The Duchess became a patron of science and the arts. She both provided funding and was actively involved in many notable charitable initiatives.

She died on 17 April 1675 and was buried at the convent of Carmel de l'Incarnation in Paris.

== Patron of Science and Arts ==
Marie de Vignerot attended the Chambre Bleue (Blue Room) salon of the Hôtel de Rambouillet. There she encountered ideas about literature, the arts, patronage, and intellectual empowerment. She also notably befriended Catherine de Rambouillet, Julie d'Angennes, Madeleine de Souvré--marquise de Sablé, Anne de Neufbourg du Vigean, and Cardinal de La Valette.

The Duchess became a patroness of playwright Pierre Corneille, who in 1636 dedicated his tragedy Le Cid to her. Corneille in turn introduced Marie to the later influential Pascal siblings--the eldest sister Gilberte, the poet Jacqueline and the mathematician Blaise. Marie in turn provided the Pascal siblings a successful opportunity to seek pardon from her uncle the Cardinal Richelieu as their father had been exiled from Paris. Marie also had the vision to provide patronage to Marie Crous, a mathematician who introduced the decimal system to France with her published research.

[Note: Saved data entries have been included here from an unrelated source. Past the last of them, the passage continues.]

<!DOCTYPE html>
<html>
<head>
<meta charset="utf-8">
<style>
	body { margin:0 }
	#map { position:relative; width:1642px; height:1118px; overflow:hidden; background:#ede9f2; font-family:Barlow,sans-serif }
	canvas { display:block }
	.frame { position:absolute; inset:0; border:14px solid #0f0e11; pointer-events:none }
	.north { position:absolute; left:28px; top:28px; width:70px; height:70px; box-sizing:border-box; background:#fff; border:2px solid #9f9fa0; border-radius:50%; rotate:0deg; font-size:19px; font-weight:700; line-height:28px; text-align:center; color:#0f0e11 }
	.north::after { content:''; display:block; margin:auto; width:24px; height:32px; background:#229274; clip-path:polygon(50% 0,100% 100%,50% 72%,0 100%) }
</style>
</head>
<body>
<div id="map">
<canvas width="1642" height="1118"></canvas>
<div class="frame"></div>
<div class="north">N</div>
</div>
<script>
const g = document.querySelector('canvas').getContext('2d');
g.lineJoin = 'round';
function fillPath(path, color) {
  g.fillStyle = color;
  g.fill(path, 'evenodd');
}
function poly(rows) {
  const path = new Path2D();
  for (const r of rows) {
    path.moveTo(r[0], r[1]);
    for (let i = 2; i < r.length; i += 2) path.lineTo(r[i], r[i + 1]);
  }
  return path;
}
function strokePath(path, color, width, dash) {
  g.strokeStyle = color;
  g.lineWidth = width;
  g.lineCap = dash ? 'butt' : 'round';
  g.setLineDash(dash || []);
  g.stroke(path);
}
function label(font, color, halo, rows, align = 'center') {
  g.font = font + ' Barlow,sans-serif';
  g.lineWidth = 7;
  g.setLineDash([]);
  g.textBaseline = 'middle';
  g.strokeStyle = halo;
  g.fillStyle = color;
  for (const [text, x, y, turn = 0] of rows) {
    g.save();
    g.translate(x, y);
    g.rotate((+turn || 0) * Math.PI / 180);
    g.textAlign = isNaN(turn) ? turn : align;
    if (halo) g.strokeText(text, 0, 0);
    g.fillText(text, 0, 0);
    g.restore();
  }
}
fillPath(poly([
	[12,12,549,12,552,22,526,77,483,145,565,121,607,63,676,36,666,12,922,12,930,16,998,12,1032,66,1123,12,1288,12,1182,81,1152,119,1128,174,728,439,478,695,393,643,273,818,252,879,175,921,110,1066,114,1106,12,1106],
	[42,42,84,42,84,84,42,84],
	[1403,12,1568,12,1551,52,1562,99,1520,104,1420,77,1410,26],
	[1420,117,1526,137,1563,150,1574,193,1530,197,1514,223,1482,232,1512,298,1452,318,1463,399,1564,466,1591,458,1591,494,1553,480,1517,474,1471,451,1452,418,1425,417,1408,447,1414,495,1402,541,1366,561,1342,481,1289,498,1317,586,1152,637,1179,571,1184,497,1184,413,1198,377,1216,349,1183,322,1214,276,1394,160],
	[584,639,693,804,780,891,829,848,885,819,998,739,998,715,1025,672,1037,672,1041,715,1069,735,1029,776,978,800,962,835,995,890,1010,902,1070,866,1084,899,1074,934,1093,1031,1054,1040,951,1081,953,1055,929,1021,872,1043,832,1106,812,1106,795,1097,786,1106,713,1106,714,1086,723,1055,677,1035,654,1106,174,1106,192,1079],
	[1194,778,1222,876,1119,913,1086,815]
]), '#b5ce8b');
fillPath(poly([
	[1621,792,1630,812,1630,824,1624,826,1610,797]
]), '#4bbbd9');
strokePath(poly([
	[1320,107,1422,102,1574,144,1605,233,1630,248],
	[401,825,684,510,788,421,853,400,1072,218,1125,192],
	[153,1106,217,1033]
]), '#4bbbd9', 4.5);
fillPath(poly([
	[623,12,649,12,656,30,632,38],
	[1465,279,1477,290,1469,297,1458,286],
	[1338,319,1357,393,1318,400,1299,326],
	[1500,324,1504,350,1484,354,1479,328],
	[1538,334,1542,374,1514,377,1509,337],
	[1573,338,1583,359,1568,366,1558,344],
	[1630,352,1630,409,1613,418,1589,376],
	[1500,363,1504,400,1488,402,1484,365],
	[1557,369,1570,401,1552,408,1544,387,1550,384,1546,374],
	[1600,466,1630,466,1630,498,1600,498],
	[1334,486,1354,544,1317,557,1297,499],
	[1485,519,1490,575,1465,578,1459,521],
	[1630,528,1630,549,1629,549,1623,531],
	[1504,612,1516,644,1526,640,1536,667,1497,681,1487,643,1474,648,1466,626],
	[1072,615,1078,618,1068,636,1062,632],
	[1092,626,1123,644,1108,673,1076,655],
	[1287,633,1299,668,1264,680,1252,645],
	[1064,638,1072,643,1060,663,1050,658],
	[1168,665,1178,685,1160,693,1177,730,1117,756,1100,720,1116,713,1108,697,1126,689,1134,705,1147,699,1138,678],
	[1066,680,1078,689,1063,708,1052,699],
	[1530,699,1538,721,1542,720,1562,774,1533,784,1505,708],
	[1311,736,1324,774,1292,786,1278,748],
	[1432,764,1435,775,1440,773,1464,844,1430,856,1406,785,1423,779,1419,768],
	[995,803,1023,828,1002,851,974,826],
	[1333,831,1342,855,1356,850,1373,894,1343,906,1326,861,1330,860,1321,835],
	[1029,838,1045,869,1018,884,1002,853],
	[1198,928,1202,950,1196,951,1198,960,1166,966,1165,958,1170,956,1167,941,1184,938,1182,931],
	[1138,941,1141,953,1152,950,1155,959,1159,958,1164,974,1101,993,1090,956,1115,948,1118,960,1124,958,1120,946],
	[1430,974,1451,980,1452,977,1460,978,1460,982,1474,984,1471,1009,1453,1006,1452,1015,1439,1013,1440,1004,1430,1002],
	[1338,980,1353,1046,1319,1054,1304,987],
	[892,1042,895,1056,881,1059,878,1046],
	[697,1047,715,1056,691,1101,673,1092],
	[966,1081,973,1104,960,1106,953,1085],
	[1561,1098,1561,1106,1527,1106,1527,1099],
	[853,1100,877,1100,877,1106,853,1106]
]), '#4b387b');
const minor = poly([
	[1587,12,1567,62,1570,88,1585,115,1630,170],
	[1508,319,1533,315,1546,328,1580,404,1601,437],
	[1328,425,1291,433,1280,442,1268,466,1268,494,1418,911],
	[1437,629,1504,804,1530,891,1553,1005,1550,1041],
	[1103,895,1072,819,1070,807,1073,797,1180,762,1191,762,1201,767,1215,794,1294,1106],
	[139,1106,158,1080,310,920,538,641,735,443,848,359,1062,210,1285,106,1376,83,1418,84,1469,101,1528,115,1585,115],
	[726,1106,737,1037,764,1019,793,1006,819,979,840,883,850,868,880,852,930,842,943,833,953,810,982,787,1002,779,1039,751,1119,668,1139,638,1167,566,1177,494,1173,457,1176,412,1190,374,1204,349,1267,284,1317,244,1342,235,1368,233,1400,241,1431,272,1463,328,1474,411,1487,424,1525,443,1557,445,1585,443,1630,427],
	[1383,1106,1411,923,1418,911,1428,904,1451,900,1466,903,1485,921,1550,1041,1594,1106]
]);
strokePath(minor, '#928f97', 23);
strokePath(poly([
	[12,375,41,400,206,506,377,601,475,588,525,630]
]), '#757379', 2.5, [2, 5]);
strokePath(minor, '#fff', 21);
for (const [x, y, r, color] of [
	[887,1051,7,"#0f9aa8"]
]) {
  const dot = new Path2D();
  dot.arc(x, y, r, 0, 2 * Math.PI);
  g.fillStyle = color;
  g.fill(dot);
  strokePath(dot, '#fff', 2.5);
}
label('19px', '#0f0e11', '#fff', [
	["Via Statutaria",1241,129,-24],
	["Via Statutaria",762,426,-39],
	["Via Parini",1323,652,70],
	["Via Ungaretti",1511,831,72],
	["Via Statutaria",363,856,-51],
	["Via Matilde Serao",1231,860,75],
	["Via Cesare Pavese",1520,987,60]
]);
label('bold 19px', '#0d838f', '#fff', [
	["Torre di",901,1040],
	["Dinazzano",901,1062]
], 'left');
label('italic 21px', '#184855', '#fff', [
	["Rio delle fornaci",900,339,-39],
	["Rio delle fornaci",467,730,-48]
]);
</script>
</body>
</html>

She commissioned the grand funerary sculpture by François Girardon for her uncle, the Cardinal Richelieu's tomb in the Sorbonne Chapel, though it would not be finished until after her own death.

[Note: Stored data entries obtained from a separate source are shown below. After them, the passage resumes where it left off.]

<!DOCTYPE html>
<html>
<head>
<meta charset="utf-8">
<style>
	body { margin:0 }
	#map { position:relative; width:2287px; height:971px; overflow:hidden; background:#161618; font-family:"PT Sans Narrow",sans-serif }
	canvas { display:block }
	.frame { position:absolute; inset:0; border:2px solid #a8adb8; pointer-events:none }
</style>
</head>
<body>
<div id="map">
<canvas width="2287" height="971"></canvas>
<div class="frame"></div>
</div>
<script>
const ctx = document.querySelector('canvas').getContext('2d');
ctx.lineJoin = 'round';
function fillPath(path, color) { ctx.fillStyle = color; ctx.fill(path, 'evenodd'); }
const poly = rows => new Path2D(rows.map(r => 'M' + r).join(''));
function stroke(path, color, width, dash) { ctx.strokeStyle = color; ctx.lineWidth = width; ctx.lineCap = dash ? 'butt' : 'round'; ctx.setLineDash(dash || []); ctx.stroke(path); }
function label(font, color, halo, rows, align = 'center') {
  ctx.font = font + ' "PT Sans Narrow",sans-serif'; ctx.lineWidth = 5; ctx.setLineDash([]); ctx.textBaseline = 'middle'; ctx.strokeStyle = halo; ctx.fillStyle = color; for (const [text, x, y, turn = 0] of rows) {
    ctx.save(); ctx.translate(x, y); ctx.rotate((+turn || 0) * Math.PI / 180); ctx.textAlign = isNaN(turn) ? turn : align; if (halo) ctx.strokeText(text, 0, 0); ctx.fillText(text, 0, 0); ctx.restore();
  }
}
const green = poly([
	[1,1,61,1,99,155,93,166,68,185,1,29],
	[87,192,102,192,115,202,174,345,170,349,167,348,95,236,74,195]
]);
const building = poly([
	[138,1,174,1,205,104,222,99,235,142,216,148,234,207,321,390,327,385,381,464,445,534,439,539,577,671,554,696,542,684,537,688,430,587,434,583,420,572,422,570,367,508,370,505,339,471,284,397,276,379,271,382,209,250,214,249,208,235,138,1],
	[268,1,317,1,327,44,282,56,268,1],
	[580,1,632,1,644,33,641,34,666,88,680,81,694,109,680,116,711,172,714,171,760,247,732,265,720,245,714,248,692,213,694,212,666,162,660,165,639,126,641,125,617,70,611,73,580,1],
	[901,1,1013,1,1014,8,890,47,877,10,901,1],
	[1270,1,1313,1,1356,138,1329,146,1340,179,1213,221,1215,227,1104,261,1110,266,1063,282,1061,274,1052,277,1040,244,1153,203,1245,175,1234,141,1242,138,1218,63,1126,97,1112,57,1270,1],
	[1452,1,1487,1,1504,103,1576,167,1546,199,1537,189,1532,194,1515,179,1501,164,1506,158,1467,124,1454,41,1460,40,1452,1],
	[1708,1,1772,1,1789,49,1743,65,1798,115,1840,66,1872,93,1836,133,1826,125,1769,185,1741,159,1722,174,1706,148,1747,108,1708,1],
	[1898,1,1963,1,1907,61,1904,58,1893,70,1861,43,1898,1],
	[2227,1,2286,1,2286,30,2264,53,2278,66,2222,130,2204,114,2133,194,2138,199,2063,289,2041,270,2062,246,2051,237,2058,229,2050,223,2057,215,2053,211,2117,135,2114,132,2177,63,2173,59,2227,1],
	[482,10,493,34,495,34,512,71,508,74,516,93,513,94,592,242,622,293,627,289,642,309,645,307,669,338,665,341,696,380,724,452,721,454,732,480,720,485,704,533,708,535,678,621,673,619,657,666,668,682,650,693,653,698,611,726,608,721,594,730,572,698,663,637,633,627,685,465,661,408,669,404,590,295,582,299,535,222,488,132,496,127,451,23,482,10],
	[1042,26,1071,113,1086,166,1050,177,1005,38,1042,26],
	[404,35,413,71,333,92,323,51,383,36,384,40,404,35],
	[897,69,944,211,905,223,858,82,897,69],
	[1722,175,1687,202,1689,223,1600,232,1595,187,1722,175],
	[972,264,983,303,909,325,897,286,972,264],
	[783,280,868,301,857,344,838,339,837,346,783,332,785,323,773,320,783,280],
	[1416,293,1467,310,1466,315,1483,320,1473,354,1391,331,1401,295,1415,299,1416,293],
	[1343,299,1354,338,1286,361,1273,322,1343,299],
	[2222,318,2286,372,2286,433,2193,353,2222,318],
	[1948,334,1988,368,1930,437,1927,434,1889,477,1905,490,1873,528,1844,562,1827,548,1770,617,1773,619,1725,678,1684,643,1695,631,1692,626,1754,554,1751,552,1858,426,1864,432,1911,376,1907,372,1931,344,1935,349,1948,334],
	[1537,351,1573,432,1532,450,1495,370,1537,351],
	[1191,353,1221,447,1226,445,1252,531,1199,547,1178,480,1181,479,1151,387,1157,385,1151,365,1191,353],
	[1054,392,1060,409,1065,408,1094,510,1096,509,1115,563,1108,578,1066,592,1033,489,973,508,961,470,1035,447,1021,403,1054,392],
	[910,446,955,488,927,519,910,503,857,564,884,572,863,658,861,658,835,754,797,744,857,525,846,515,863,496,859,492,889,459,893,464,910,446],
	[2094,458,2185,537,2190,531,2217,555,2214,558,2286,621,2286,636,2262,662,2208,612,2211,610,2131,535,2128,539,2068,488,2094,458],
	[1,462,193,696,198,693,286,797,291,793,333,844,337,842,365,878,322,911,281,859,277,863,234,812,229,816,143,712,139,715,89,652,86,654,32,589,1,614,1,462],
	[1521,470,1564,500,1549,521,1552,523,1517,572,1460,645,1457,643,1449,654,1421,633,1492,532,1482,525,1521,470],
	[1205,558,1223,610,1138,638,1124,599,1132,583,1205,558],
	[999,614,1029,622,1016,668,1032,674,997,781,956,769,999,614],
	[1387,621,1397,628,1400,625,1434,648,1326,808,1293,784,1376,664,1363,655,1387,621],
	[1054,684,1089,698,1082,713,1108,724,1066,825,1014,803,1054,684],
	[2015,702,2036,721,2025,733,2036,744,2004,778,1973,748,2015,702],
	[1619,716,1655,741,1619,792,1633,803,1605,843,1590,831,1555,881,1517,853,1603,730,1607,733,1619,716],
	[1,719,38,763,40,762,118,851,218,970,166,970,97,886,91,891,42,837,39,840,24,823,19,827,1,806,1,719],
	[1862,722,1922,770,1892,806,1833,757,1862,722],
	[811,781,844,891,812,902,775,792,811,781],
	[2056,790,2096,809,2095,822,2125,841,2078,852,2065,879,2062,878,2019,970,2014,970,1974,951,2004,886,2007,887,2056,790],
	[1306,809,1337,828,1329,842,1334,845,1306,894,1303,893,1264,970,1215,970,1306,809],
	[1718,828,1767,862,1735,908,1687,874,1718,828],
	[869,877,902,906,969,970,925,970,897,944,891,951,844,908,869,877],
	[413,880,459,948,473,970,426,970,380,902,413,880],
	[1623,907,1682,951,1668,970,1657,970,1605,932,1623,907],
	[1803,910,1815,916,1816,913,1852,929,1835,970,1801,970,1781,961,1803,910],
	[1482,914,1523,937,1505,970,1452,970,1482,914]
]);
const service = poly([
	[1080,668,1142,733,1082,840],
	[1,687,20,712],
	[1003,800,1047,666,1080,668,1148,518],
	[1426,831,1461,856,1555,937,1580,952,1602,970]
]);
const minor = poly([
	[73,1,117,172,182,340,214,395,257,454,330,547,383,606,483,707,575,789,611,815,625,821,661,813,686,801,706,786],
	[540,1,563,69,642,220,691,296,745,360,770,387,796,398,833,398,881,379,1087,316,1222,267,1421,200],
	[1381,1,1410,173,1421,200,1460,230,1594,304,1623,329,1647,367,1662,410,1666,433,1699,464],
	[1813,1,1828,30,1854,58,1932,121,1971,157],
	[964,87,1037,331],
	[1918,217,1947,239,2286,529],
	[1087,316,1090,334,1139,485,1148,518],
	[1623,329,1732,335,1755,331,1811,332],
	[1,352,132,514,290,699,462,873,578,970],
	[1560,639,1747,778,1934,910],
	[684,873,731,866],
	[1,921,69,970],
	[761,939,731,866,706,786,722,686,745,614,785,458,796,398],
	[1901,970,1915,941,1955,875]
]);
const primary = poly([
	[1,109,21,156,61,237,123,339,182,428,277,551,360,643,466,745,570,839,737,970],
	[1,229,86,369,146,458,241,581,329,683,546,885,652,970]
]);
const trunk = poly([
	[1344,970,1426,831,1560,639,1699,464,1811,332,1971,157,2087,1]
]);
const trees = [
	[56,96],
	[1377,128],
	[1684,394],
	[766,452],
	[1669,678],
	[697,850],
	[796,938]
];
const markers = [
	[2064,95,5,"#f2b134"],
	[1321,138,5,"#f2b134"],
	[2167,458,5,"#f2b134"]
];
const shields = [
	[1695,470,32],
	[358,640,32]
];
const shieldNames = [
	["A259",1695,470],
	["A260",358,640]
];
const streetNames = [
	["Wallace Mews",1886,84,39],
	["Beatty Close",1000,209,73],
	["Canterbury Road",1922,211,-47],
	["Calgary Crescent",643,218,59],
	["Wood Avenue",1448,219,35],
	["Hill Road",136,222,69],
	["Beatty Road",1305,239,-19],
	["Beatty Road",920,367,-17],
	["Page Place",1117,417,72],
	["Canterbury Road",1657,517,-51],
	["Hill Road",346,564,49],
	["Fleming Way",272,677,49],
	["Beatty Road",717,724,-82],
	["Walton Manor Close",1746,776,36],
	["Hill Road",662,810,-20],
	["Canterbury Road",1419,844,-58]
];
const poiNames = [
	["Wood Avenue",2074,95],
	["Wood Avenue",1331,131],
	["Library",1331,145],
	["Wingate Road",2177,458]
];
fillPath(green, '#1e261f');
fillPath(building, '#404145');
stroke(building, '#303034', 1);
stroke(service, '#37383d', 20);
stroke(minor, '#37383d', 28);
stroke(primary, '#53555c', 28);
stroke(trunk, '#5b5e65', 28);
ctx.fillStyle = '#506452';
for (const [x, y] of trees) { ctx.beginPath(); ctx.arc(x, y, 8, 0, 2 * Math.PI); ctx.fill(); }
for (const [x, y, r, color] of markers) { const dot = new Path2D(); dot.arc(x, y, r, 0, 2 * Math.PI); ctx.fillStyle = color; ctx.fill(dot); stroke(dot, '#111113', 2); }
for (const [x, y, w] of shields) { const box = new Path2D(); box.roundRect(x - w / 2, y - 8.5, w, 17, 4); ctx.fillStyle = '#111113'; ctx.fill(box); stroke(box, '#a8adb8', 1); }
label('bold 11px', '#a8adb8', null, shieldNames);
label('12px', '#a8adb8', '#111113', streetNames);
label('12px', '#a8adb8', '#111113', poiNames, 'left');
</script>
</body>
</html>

== Charitable & Religious Work ==
The Duchess co-founded the Daughters of Charity (Filles de la Filles de la Charité) with the future Saint Vincent de Paull ; the Daughters of Charity ran a range of charitable centers for the poor and sick and opened many schools for girls in both urban and rural areas. She financially supported Vincent de Paul's Congrégation de la Mission or Lazarists, as they were later known, through the rest of her life. She worked with de Paul and helped him to establish the Bicêtre Hospital for foundlings. She also took part in re-organising the Hôtel-Dieu de Paris and establishing several others in the provinces. Additionally, she founded and funded the establishment of the Hôtel-Dieu de Québec for the colonists of New France.

== In Fiction ==
Marie de Vignerot (referred to as either Duchesse d'Aiguillon or as Madame Combalet) is depicted by Alexandre Dumas in his novels as both the niece and scandalous mistress of Cardinal Richelieu. In The Comte de Moret (also published as the Red Sphinx) she is depicted as a hypocritical prude who dresses as a nun in public while wearing sheer clothing in private.